(Instructions to follow): In the entries below, find the lines with the word "buttons" and copy them.

BEGIN

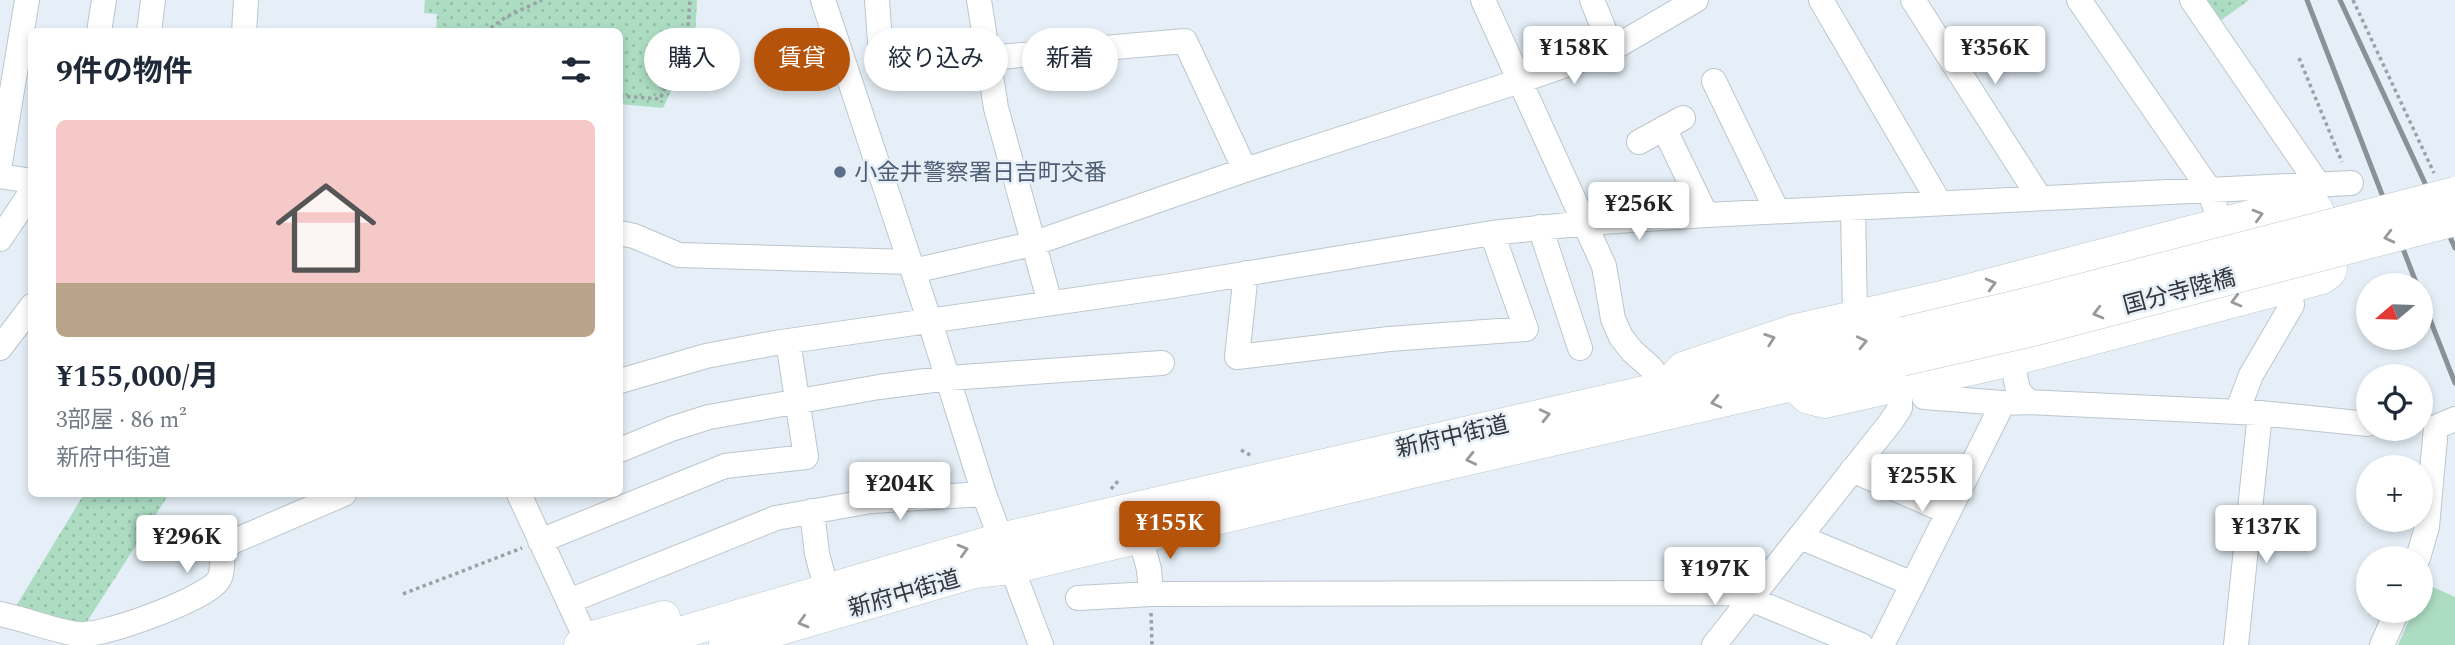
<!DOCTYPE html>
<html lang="ja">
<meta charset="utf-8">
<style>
:root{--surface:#fff;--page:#f6f6f7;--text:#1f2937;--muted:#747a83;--line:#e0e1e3;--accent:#b45309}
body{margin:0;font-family:Spectral,"Noto Sans JP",serif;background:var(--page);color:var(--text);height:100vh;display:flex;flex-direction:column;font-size:26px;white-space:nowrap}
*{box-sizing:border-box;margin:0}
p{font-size:23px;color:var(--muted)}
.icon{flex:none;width:38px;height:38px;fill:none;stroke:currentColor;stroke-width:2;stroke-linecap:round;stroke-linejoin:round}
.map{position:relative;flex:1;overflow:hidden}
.details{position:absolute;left:28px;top:28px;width:595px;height:469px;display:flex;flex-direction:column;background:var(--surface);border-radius:10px;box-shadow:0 4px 10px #0003}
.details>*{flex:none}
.banner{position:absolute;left:644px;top:28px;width:665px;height:63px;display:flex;gap:14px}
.needle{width:46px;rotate:251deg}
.buttons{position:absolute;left:2356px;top:273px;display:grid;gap:14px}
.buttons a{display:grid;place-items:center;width:77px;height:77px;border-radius:50%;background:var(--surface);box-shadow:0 4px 10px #0003;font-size:35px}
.price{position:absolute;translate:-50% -60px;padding:0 16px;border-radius:7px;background:#fff;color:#222;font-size:23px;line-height:46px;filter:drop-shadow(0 2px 4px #0008)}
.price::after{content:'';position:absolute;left:50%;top:42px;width:21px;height:16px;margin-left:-10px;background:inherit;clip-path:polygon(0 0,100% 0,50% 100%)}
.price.on{background:var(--accent);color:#fff}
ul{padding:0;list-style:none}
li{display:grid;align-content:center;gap:14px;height:371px;padding:0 28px}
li+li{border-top:2px solid var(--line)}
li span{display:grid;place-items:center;height:217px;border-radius:10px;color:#555}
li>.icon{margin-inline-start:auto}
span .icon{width:126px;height:126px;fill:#fffc;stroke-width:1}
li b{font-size:30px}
h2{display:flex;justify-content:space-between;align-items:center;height:84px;padding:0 28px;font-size:30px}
.pill{padding:0 24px;border-radius:32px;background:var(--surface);box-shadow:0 4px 10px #0003;font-size:24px;line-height:63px}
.pill.on{background:var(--accent);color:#fff}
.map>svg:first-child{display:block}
</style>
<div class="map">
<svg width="2455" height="645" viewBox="0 0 2455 645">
<defs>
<pattern id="park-dots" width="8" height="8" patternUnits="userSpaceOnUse" patternTransform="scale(1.75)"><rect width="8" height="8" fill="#acddc3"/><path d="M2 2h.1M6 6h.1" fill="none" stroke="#94bea8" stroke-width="1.8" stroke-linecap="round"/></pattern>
</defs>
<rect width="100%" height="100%" fill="#e6eff7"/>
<path fill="#acddc3" d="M 2424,583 L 2455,597 L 2455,645 L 2398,645 L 2413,611 L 2420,611 L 2420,593 Z"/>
<path fill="url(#park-dots)" d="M 425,0 L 697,0 L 695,39 L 663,108 L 620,104 L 620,32 L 436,31 L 437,14 L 424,13 Z
M 2194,0 L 2249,0 L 2213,26 Z
M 84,494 L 169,494 L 79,634 L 10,616 Z"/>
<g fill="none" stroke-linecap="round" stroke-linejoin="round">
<defs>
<path id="minor" d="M 823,0 L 930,322 L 984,494 L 1041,645
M 877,0 L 882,70 L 987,58 L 1185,41 L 1245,170
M 979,0 L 996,108 L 1050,303
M 1483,0 L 1604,266 L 1613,319 L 1621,337 L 1632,351 L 1650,367 L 1666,387
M 1592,0 L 1612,49
M 1821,0 L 1939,202
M 1913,0 L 2039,197
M 2079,0 L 2209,189 L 2221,225
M 2192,0 L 2318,184
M 99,32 L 104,0
M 149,32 L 153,0
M 244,32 L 246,0
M 1714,81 L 1777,211
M 1664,128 L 1706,215
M 1639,142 L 1683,118
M 0,163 L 27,0
M 0,176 L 32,181
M 1853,209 L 1855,316
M 1540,227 L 1580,348
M 620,233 L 634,236 L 679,255 L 910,262
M 0,239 L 32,191
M 913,271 L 1032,244 L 1245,170 L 1520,81 L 1612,49 L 1696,0
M 1246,273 L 1237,357 L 1389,339 L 1526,329 L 1492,233
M 0,348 L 32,306
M 2012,360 L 2018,390 L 2028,402
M 620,381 L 706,356 L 775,343 L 1171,286 L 1492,233 L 1586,223 L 1706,215 L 2351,183
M 1924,397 L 2003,403 L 2028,402 L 2260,413 L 2368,424
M 2237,412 L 2251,375 L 2292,305 L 2289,287
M 620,450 L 671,429 L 709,417 L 879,387 L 949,378 L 1162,363
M 1852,470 L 1948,512
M 519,494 L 586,639
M 812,511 L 817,554 L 822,572
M 1140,537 L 1149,569 L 1151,594
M 1800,537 L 1913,584
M 540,541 L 725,466 L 806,457 L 788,341
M 2418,558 L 2427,527 L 2436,427 L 2455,419
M 1078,598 L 1151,594 L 1736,593 L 1861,645
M 569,601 L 776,518 L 871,501 L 984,494
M 0,614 C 25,619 55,631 78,634 C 104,637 194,602 214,585 C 224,577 221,567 223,555 C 224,550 228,546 232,542 L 344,494
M 1714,645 L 1890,423 L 1900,408 L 1900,386
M 1882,645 L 2003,403
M 2236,645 L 2260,413
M 2382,645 L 2397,611"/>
<path id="major" d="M 1666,387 L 1683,368 L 1796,330 L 1954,294 L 2304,202 L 2311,203 L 2317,209 L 2331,269 L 2329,273 L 2322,278 L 2012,360 L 1825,402 L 1808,398 L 1793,384
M 580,645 L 586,639 L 664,617
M 639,645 L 1000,539 L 1903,333
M 725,645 L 975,572 L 1011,568 L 1412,472 L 1902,360"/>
</defs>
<use href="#minor" stroke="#bcc6cd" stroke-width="26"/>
<use href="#major" stroke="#bcc6cd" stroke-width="33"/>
<path stroke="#9aa1a7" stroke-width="3.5" stroke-dasharray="3.5 3.5" stroke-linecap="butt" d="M 2353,0 L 2434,173
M 485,32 L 506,17 L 542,0
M 2299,58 L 2342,162
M 620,96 L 660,99 L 687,39 L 690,0
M 1241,450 L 1252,456
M 1111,489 L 1118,481
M 403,594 L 522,548
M 1151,613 L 1152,645"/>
<use href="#minor" stroke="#fff" stroke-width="24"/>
<use href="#major" stroke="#fff" stroke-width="32"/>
<path stroke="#8b9297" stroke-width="5" d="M 2307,0 L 2417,285
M 2340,0 L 2455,248
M 2420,294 L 2455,383"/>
<defs>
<path id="major-bridge" d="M 1903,333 L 2030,303 L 2455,193
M 1902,360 L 2033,330 L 2455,220"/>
</defs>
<use href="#major-bridge" stroke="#bcc6cd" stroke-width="33" stroke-linecap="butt"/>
<use href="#major-bridge" stroke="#fff" stroke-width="32"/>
</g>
<defs><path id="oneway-chevron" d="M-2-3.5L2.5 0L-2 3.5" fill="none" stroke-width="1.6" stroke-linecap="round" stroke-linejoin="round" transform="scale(1.75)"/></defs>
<g stroke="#989a9c">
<use href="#oneway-chevron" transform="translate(2258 215) rotate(-16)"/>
<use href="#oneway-chevron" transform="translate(2389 237) rotate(166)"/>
<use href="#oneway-chevron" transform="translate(1991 284) rotate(-15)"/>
<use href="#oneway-chevron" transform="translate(2236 301) rotate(165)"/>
<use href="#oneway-chevron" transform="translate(2098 313) rotate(165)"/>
<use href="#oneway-chevron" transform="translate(1770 339) rotate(-19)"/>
<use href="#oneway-chevron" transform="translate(1862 342) rotate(-13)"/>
<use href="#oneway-chevron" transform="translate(1716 402) rotate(167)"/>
<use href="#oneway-chevron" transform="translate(1545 415) rotate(-13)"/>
<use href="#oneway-chevron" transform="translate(1471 459) rotate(167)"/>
<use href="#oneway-chevron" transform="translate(963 550) rotate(-16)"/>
<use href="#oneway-chevron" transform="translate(803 622) rotate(164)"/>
</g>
<circle fill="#5c6f8a" stroke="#e6eff7" stroke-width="2.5" cx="840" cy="172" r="7"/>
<g text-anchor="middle" stroke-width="5" stroke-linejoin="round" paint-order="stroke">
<g font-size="23" fill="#4e5e75" stroke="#e6eff7" text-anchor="start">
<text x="854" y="180">小金井警察署日吉町交番</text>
</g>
<g font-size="23" fill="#323639" stroke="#e6eff7">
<text transform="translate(2179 291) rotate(-15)" y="8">国分寺陸橋</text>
<text transform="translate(1452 436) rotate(-13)" y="8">新府中街道</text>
<text transform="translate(904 593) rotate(-16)" y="8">新府中街道</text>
</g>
</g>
</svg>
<div class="buttons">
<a><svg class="needle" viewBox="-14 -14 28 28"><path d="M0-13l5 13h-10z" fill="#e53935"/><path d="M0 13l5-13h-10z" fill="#747a83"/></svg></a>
<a><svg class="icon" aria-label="locate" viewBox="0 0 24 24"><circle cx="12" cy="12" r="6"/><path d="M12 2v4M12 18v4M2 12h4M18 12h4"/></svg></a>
<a>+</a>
<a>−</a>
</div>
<b class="price" style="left:1574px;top:86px">¥158K</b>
<b class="price" style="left:1995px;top:86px">¥356K</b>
<b class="price" style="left:1639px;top:242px">¥256K</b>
<b class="price" style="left:1922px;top:514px">¥255K</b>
<b class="price" style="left:900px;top:522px">¥204K</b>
<b class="price on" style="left:1170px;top:561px">¥155K</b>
<b class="price" style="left:2266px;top:565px">¥137K</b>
<b class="price" style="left:187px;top:575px">¥296K</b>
<b class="price" style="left:1715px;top:607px">¥197K</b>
<div class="banner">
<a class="pill">購入</a>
<a class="pill on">賃貸</a>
<a class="pill">絞り込み</a>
<a class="pill">新着</a>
</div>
<section class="details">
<h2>9件の物件<svg class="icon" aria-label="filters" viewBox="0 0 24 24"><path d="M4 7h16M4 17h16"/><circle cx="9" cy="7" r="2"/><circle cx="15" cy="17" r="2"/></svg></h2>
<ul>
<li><span style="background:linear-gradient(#f6c9c9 75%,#b9a48a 0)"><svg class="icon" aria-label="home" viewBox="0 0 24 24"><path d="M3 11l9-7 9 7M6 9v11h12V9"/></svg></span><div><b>¥155,000/月</b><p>3部屋 · 86 m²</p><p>新府中街道</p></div></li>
</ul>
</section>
</div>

END

(Answer box):
.buttons{position:absolute;left:2356px;top:273px;display:grid;gap:14px}
.buttons a{display:grid;place-items:center;width:77px;height:77px;border-radius:50%;background:var(--surface);box-shadow:0 4px 10px #0003;font-size:35px}
<div class="buttons">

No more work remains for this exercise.